* EXERCISE GOAL:
Copy each line below as written, but skip the pictures.

-- EXTRACTED RECORDS follows --

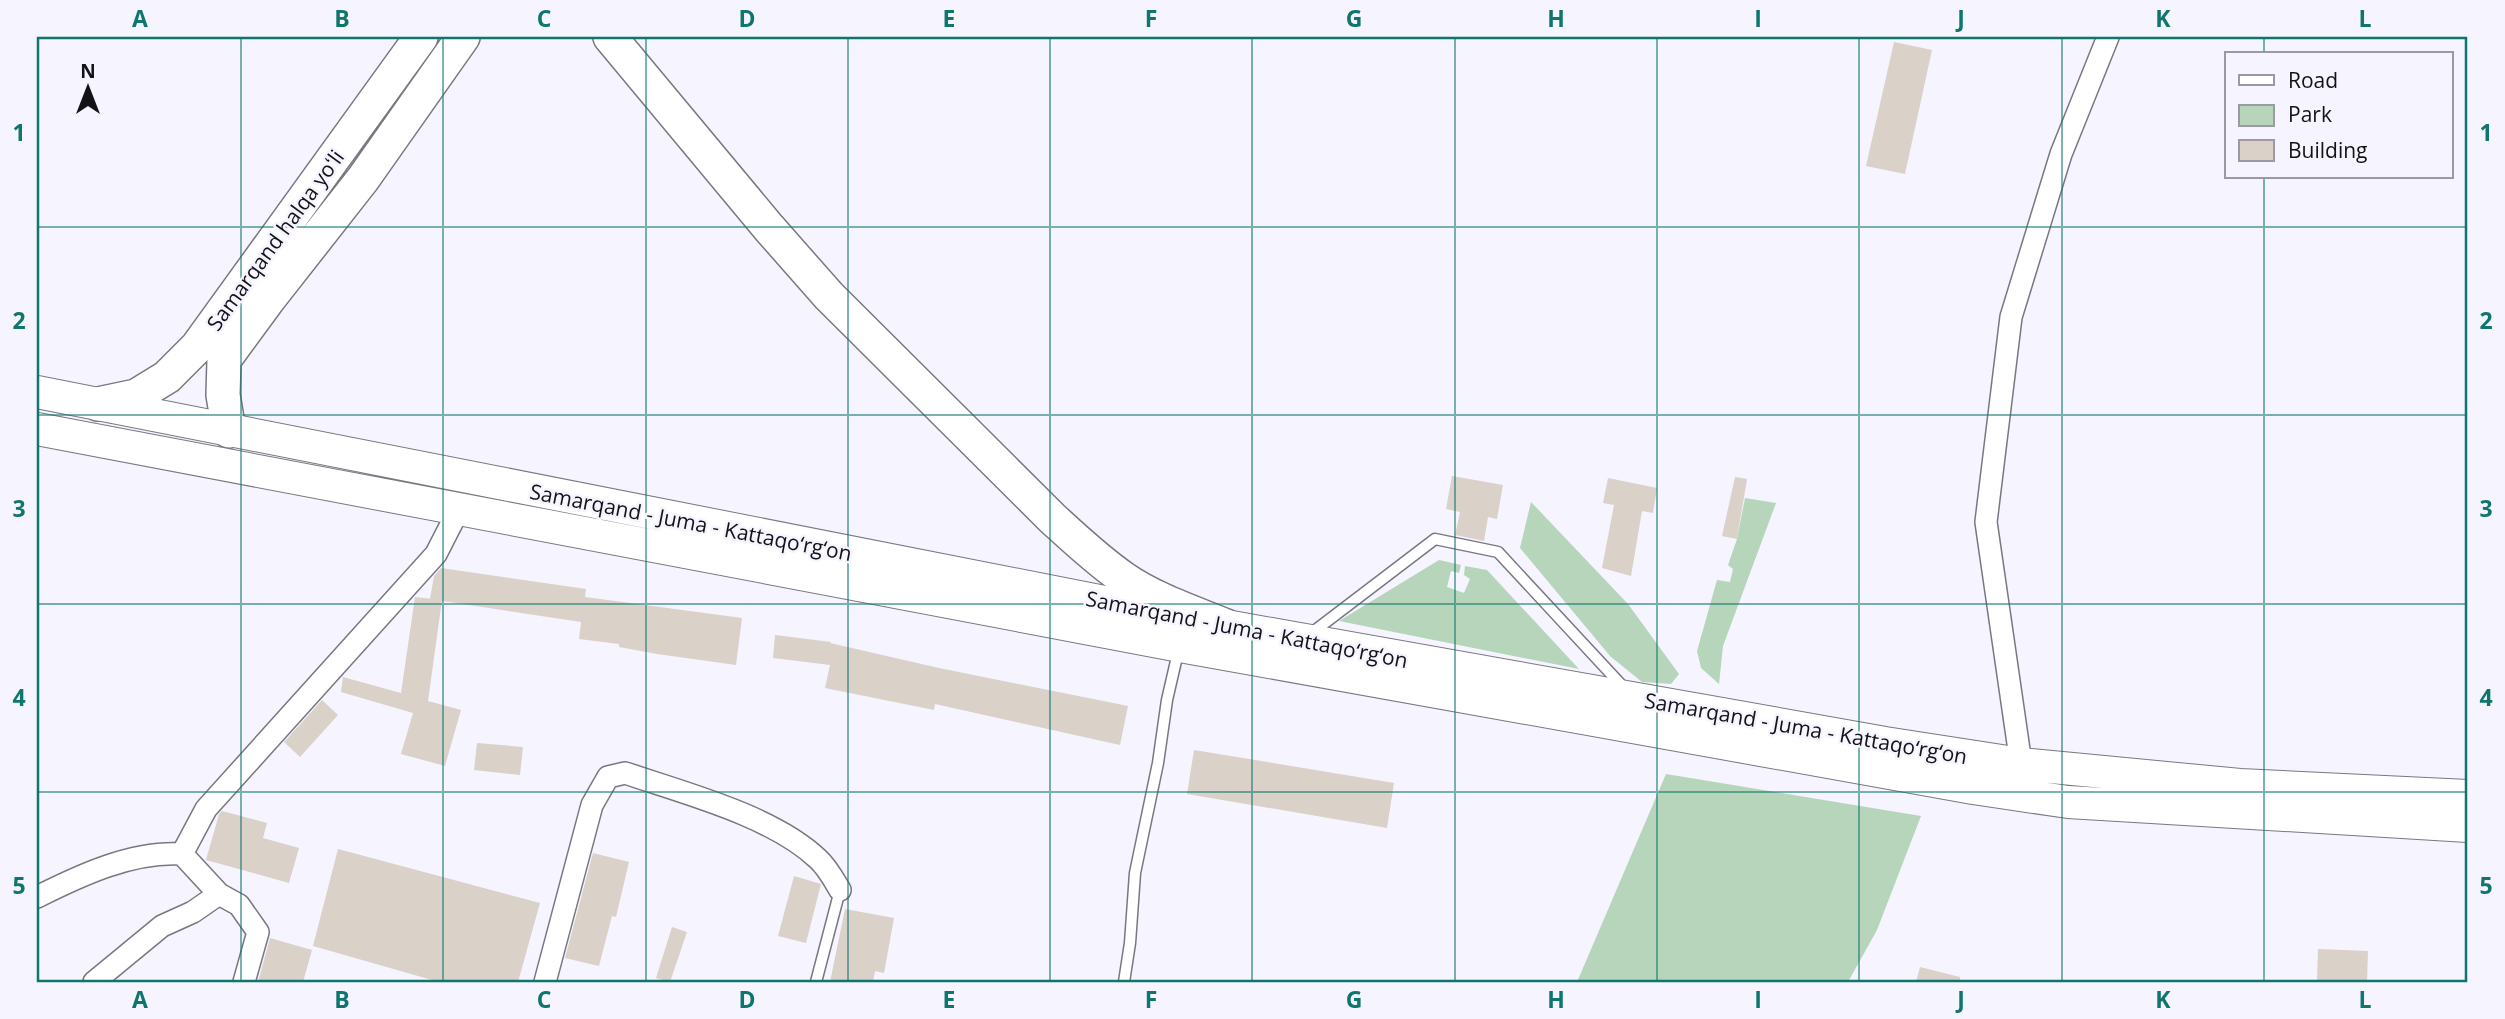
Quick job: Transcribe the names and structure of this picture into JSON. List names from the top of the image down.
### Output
{
  "streets": {
    "highway": ["Samarqand halqa yoʻli"],
    "main road": ["Samarqand - Juma - Kattaqo‘rg‘on"]
  },
  "crossings": [
    ["Samarqand halqa yoʻli", "Samarqand - Juma - Kattaqo‘rg‘on"]
  ],
  "legend": ["Road", "Park", "Building"],
  "north": "top",
  "grid": {
    "columns": [
      "A",
      "B",
      "C",
      "D",
      "E",
      "F",
      "G",
      "H",
      "I",
      "J",
      "K",
      "L"
    ],
    "rows": [
      "1",
      "2",
      "3",
      "4",
      "5"
    ]
  }
}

-- EXTRACTED RECORDS concluded --

* EXERCISE SOLUTION:
Quick job: Transcribe the names and structure of this picture into JSON. List names from the top of the image down.
### Output
{
  "streets": {
    "highway": ["Samarqand halqa yoʻli"],
    "main road": ["Samarqand - Juma - Kattaqo‘rg‘on"]
  },
  "crossings": [
    ["Samarqand halqa yoʻli", "Samarqand - Juma - Kattaqo‘rg‘on"]
  ],
  "legend": ["Road", "Park", "Building"],
  "north": "top",
  "grid": {
    "columns": [
      "A",
      "B",
      "C",
      "D",
      "E",
      "F",
      "G",
      "H",
      "I",
      "J",
      "K",
      "L"
    ],
    "rows": [
      "1",
      "2",
      "3",
      "4",
      "5"
    ]
  }
}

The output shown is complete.